__Data to process__
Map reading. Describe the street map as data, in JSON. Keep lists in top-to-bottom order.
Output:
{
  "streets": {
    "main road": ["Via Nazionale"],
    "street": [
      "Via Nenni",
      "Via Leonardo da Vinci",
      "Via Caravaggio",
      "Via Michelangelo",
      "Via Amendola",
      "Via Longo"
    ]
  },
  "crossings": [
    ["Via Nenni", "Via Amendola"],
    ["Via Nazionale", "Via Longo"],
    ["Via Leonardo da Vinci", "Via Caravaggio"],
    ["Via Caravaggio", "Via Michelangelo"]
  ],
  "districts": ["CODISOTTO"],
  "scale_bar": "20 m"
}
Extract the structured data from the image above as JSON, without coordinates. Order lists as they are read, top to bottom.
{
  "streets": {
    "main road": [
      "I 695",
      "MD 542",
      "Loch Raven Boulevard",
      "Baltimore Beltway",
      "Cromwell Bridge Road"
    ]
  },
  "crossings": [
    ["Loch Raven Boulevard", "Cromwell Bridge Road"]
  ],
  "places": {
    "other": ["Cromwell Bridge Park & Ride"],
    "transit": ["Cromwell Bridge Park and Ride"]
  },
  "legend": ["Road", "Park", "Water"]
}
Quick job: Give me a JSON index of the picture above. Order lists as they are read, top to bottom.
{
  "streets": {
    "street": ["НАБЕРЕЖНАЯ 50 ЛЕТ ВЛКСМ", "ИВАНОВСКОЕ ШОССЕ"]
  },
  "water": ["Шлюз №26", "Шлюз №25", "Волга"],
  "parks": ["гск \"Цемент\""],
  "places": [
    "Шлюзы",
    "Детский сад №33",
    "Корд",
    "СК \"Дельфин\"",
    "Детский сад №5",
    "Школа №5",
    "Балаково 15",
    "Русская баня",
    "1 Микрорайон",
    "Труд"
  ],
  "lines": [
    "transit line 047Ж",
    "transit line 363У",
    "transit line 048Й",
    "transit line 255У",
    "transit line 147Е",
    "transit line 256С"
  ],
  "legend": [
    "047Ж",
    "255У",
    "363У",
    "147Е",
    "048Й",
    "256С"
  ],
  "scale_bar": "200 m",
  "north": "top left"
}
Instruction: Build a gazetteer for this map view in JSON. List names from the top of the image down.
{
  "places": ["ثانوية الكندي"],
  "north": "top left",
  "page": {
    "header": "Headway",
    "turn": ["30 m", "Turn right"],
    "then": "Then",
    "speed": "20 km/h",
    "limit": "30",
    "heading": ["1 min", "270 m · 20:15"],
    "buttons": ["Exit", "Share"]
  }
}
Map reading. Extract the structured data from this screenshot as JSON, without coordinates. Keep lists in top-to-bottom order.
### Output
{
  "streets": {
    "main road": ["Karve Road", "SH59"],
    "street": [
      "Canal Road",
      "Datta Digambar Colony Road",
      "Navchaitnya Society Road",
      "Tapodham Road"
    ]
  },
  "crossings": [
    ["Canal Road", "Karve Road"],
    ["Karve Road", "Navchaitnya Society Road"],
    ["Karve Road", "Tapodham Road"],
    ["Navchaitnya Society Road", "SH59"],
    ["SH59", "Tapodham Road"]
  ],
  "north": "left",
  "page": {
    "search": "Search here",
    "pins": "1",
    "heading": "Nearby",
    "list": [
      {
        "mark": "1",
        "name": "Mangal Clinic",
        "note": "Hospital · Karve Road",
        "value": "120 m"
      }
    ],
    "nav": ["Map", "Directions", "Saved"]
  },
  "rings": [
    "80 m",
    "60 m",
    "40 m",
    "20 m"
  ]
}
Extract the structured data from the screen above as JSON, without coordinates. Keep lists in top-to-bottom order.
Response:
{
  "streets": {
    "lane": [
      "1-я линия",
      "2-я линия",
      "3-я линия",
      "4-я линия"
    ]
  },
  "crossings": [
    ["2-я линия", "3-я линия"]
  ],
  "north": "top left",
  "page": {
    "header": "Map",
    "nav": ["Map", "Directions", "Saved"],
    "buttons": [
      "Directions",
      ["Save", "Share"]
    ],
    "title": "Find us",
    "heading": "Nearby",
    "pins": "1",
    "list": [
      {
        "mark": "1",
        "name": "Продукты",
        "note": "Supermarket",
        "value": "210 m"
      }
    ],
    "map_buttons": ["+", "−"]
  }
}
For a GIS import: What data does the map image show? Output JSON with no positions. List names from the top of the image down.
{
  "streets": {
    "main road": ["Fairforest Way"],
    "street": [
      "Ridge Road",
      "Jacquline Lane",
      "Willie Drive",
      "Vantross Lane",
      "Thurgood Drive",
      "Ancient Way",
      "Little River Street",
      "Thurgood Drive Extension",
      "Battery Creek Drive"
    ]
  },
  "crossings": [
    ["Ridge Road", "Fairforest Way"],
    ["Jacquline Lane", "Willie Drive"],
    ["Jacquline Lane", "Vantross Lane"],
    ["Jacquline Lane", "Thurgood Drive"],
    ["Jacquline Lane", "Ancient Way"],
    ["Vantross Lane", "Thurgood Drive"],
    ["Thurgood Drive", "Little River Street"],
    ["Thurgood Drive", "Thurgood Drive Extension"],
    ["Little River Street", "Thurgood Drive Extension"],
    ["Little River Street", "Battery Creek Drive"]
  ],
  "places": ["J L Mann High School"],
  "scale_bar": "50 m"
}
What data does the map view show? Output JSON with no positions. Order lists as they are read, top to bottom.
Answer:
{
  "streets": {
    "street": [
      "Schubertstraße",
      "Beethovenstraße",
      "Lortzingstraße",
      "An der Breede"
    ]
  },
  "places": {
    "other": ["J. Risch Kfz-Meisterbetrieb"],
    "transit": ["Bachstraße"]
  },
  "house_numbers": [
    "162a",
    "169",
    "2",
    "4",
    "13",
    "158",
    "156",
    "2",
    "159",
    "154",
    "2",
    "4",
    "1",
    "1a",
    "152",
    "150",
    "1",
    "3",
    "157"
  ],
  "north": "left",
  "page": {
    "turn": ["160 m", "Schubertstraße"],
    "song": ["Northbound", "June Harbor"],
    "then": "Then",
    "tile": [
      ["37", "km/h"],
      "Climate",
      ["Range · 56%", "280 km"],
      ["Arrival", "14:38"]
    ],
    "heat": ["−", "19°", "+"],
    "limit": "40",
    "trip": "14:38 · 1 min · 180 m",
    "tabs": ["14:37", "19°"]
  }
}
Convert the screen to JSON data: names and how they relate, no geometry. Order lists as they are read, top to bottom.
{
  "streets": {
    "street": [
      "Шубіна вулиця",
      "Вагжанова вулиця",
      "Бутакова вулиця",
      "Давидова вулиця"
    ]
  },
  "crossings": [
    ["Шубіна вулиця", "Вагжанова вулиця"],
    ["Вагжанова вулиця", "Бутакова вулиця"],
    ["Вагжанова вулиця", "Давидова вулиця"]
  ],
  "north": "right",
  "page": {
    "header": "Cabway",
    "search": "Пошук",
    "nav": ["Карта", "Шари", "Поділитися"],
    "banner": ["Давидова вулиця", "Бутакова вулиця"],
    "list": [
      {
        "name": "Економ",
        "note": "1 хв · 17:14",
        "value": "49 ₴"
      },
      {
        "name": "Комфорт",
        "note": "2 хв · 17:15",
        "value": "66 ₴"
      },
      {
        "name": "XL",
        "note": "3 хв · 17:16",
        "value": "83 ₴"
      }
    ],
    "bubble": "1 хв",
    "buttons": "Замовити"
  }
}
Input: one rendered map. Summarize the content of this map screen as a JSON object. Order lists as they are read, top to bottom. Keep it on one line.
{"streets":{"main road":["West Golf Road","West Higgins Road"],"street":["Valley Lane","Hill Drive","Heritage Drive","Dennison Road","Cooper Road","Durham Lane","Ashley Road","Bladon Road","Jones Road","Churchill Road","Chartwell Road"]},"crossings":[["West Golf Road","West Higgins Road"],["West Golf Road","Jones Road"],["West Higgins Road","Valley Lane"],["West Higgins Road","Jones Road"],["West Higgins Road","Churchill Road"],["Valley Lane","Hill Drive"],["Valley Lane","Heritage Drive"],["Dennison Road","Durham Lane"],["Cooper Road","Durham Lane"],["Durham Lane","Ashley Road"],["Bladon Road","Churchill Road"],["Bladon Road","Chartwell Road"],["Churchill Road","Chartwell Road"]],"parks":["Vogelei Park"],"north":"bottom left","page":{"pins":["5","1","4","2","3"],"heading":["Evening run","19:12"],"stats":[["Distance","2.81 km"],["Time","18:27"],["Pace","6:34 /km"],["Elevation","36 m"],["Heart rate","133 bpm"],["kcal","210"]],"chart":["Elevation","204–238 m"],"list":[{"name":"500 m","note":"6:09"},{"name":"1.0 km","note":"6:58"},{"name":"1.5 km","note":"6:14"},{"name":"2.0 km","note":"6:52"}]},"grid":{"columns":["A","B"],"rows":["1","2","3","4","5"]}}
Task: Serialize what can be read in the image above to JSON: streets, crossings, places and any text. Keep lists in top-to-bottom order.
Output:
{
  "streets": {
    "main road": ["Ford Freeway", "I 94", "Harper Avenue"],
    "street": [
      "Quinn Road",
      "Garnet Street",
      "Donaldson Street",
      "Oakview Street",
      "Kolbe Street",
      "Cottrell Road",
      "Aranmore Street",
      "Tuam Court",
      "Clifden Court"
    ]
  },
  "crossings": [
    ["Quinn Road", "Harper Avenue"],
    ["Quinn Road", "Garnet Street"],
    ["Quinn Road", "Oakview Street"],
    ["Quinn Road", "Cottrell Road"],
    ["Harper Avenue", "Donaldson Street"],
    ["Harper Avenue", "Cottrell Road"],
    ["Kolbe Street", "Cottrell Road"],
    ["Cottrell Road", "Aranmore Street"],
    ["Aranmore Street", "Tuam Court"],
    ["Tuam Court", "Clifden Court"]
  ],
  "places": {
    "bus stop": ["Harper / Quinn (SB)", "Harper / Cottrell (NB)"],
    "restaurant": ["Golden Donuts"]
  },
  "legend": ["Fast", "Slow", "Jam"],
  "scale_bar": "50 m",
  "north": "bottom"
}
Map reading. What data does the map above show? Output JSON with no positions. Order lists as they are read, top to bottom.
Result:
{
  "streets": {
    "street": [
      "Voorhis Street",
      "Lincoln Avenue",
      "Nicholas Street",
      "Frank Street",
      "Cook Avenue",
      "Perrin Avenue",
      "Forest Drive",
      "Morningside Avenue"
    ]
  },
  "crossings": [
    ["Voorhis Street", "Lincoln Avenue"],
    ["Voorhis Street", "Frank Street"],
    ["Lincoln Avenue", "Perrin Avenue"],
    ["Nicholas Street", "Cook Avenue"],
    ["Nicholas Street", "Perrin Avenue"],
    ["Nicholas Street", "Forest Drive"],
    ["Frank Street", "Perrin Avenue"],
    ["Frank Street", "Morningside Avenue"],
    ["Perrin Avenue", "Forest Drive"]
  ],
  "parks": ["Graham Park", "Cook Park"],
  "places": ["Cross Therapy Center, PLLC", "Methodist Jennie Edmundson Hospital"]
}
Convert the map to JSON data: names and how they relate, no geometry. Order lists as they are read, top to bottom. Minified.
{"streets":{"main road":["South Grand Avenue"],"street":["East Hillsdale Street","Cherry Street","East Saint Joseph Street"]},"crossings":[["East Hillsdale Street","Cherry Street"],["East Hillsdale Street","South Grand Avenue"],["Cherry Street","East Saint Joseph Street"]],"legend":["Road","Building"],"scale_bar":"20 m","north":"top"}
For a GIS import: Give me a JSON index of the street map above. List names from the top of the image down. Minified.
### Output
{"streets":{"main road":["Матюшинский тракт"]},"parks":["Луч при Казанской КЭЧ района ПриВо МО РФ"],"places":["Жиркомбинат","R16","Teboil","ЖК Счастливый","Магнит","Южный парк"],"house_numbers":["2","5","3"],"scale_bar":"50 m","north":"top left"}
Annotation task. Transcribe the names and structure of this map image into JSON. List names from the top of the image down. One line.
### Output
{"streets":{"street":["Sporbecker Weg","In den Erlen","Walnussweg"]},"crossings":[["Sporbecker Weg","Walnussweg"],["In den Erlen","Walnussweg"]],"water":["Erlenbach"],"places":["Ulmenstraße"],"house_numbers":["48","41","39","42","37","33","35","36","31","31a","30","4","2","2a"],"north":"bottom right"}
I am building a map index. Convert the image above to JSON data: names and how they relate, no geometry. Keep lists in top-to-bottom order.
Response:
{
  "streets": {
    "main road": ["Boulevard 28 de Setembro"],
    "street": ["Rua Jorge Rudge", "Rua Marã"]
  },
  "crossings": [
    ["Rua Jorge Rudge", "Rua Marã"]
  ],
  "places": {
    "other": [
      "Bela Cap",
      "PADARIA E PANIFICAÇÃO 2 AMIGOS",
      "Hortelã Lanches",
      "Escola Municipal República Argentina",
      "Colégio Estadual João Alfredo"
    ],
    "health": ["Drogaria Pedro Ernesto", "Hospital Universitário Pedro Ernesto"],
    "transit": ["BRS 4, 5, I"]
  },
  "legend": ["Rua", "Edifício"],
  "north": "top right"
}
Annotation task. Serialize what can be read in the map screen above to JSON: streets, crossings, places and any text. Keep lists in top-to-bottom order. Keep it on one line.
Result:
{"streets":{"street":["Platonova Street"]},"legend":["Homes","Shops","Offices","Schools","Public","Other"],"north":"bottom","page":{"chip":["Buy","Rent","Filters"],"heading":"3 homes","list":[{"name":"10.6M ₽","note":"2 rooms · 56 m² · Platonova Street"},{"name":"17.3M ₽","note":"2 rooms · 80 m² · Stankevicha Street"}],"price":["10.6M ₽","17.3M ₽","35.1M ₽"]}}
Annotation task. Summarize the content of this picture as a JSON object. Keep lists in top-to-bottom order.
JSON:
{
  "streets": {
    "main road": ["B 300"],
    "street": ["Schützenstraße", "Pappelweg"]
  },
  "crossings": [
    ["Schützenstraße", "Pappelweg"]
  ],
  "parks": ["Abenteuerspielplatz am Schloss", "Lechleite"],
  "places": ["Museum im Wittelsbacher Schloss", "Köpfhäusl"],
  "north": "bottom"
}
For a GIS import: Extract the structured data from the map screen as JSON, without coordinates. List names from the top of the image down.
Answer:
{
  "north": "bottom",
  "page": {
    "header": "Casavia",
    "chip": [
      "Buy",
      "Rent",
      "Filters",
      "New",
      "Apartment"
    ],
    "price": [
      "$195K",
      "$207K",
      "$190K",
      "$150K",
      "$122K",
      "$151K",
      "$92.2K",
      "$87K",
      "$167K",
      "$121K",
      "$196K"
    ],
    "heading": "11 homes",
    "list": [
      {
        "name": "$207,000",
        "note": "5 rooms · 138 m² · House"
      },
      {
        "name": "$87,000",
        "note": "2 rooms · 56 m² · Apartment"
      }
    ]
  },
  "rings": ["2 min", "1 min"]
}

__Directions__
Each line containing the word "text" must be pulled from the listing and copied.

__Task answer__
Task: Serialize what can be read in the image above to JSON: streets, crossings, places and any text. Keep lists in top-to-bottom order.
Annotation task. Serialize what can be read in the map screen above to JSON: streets, crossings, places and any text. Keep lists in top-to-bottom order. Keep it on one line.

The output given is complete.